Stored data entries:
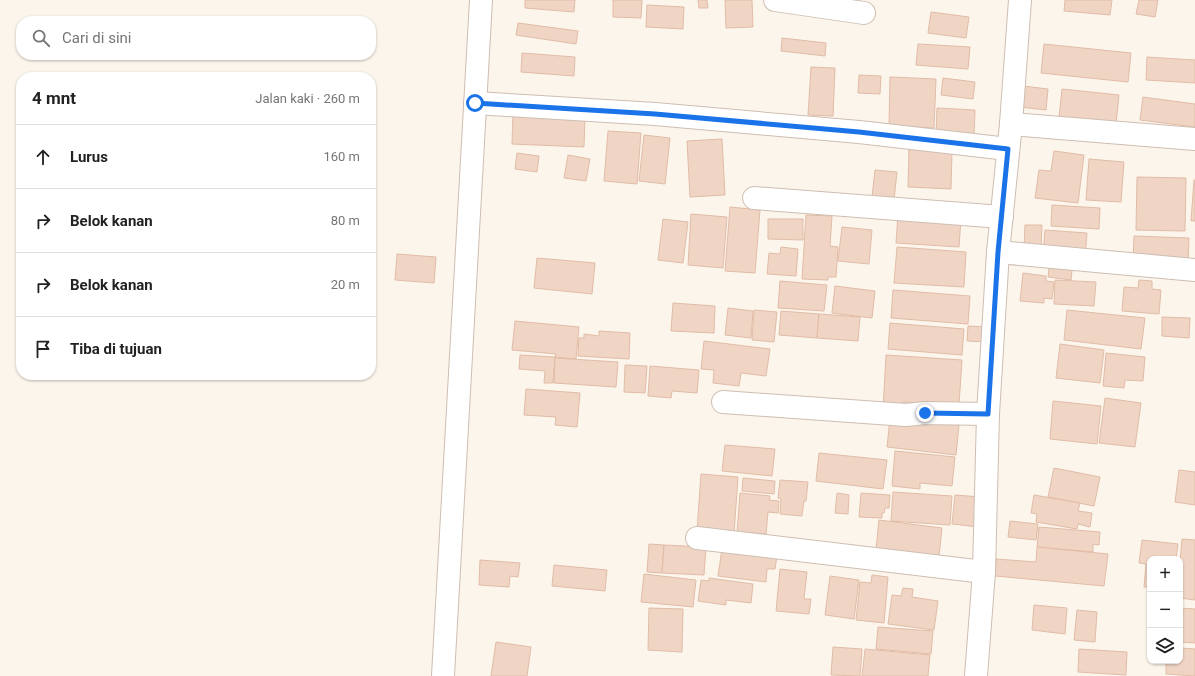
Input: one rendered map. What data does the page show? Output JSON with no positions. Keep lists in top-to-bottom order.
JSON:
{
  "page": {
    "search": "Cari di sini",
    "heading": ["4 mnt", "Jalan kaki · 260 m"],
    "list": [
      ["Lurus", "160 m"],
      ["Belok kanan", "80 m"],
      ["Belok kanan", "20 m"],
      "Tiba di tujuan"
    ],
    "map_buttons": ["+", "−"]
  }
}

## Task goal
Give every record back exactly as it reads, with no images.

## Result of this exercise
Input: one rendered map. What data does the page show? Output JSON with no positions. Keep lists in top-to-bottom order.
JSON:
{
  "page": {
    "search": "Cari di sini",
    "heading": ["4 mnt", "Jalan kaki · 260 m"],
    "list": [
      ["Lurus", "160 m"],
      ["Belok kanan", "80 m"],
      ["Belok kanan", "20 m"],
      "Tiba di tujuan"
    ],
    "map_buttons": ["+", "−"]
  }
}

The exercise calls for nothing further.